Robert Evans is a titan of the motion-picture business -- just ask him. Allowed to tell his own story yet again in the film version of his printed memoir, "The Kid Stays in the Picture," industry power-player Evans oozes the old-school bluster that enabled him to shepherd some of the most significant films of our time. One-sided and unashamedly hyperbolic, the documentary is nobody's idea of a comprehensive investigation into "real" events. But its unbridled spirit and (especially) visual style shuttle us through the corridor of Evans' memories with sufficient force to leave us in a state of happy exhaustion.
As directors Brett Morgen and Nanette Burstein play lithe games with archival footage and photographs, narrator Evans retraces his life's path from sportswear kingpin to (briefly) on-screen heartthrob to chief of production at Paramount Pictures.
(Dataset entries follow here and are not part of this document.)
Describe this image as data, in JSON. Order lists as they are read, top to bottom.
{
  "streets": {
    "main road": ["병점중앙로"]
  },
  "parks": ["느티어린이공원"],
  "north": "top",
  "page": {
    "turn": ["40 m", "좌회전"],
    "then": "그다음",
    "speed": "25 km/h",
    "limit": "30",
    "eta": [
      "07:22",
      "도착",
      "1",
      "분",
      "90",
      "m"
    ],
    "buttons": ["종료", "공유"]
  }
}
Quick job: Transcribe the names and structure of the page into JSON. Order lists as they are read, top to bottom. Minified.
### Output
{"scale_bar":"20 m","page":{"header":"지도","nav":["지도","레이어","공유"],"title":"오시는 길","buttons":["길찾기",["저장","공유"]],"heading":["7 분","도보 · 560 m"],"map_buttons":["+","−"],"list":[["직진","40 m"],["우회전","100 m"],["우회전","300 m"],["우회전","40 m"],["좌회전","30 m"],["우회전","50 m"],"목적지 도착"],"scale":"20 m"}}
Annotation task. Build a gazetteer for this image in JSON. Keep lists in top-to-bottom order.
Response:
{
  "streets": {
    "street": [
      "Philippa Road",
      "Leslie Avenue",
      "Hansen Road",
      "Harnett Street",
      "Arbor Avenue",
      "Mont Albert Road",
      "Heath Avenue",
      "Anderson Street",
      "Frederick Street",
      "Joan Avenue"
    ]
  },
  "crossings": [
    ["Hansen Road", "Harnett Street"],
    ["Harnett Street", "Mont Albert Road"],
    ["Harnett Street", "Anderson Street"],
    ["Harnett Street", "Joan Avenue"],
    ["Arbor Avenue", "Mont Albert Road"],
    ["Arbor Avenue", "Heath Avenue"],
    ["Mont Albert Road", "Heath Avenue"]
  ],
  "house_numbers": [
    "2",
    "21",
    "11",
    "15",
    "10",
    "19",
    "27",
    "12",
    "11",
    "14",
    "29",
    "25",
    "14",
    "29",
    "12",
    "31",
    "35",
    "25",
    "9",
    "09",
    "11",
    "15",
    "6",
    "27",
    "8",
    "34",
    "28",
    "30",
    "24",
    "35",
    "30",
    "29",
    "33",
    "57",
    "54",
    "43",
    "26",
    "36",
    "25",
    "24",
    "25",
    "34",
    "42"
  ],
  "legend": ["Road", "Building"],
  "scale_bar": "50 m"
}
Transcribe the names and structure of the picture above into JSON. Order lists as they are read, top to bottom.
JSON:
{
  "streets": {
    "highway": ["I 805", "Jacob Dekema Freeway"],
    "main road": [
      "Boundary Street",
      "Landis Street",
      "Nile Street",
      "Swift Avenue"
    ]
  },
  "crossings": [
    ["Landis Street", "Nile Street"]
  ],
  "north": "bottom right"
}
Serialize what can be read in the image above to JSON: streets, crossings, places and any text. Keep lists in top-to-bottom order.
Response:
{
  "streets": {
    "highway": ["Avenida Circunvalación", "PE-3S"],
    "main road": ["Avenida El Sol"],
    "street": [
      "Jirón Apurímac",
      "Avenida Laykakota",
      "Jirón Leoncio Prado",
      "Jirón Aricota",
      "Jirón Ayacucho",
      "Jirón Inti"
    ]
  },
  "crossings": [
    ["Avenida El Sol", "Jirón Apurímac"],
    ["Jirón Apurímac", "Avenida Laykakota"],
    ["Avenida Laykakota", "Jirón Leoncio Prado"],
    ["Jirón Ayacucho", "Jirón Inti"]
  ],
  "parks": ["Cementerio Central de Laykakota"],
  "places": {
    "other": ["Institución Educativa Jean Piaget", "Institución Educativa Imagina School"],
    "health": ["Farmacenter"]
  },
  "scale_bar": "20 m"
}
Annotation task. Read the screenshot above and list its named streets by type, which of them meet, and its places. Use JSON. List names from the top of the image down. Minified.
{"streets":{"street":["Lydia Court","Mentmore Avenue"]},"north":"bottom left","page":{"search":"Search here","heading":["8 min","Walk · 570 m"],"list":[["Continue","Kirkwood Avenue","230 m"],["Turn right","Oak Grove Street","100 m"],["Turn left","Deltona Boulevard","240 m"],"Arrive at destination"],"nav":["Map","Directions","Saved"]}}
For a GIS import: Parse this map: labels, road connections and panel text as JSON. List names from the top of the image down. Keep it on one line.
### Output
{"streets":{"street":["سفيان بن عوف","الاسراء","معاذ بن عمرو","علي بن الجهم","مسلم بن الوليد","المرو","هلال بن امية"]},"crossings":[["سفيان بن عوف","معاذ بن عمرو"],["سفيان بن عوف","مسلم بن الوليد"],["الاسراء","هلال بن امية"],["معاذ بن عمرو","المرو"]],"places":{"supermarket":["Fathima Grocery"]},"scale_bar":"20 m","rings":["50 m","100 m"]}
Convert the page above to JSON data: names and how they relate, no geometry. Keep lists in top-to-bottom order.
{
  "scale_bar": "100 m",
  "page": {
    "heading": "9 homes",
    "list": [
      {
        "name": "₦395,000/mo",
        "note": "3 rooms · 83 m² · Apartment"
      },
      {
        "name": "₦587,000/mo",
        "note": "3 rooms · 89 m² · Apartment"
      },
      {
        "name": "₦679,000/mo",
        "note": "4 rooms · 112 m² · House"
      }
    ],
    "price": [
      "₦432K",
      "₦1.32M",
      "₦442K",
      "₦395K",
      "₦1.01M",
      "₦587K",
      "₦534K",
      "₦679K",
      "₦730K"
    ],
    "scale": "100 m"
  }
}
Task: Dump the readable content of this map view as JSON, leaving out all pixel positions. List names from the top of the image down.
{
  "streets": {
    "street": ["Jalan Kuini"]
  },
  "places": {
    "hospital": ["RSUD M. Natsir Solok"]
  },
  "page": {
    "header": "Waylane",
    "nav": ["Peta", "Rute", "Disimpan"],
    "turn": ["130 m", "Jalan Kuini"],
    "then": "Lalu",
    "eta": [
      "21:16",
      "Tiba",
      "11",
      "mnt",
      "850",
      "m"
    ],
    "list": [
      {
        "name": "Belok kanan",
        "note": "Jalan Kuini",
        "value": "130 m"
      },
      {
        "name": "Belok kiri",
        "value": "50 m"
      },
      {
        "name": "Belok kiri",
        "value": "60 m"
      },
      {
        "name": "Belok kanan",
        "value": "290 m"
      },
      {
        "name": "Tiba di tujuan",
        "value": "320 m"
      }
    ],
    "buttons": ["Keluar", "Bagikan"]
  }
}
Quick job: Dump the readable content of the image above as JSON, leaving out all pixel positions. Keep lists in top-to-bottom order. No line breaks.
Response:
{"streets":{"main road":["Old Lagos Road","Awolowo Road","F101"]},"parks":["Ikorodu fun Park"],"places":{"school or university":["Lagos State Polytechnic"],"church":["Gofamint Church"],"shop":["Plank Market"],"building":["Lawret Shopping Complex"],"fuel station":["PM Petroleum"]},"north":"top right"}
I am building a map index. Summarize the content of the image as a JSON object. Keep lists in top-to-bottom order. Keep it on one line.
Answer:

Overcoming Hollywood odds and the skepticism of his own superiors, Evans reversed the fortunes of the then-beleaguered Paramount with such hits as "Love Story" and the "Godfather." (One of "Kid's" unearthed treats is a state-of-the-studio message Evans committed to celluloid, a glorified internal memo in which he implored the suits not to pull the plug on the entire operation before "Love Story" could be released.) His gambles helped Paramount cement itself within the late-'60s/early-'70s renaissance of American cinema, and the spoils of that success included liaisons with Ali McGraw and other sex symbols of the era. Evans recounts these events in a crusty, budgets-and-broads vocabulary that may constitute wise self-mockery or merely its image-conscious approximation. Either interpretation is fine as far as our entertainment value is concerned.
Cinephiles will love the tidbits Evans tosses about, including the revelation that schlock-horror king William Castle (of the original "House on Haunted Hill") was determined to direct "Rosemary's Baby." Evans ultimately secured the job for Roman Polanski, only to face a new crisis when the movie's shooting schedule put him in the crosshairs of a battle between his star, Mia Farrow, and her then-husband, Frank Sinatra. The resolution of that conflict speaks volumes about the personalities involved and about show business as a whole.
The doc darkens when Evans branches off from the studio to begin his career anew as an outside producer and finds waiting for him not continued prosperity, but an epoch defined by cocaine and courts. Here, the movie shies from its flirtation with frankness; more energy is expended denying Evan's involvement in the "Cotton Club" murder, for example, than explaining what the actual charges and suspicions were. What counts is the confluence of emotion and cinematography as clips from Evans' films are used to dramatize his eventual stay in a sanitarium, and the mournful passage of the camera through his cherished mansion symbolizes his fall from dominance.
The only real mistake Morgen and Burstein have made is in judging that authenticity requires Evans to read his own words. Though having his inflections on the soundtrack -- as opposed to those of a professional voice-over -- does lend a certain intimacy, the initial allure wears off after about 15 minutes of tossed-off line readings and improperly stressed syllables. One feels churlish harping on Evans' garbled diction -- the poor man is a stroke survivor, after all -- but listening to his tales proves a perpetual strain.
In any other film, this might be a critical flaw, yet the bouillabaisse of images these filmmakers have compiled would be easy to ingest were the narration in Japanese. Clips collide at a breathtaking pace, and elements liberated from still photographs join in a three-dimensional dance, interacting like players in the world's most technologically advanced popsicle-puppet show. Watching this kicky, kinetic procession, you understand how a bottom-liner like Evans could become -- and remain -- entranced by the moving image. It's the best monument possible to a life literally lived in pictures.
P.S. Stay put for the end credits, in which Dustin Hoffman -- presumably captured on the set of "Marathon Man" -- turns in a hilarious, extemporaneous Evans impression. It's better than anything you'll see the actor do in the forthcoming "Moonlight Mile."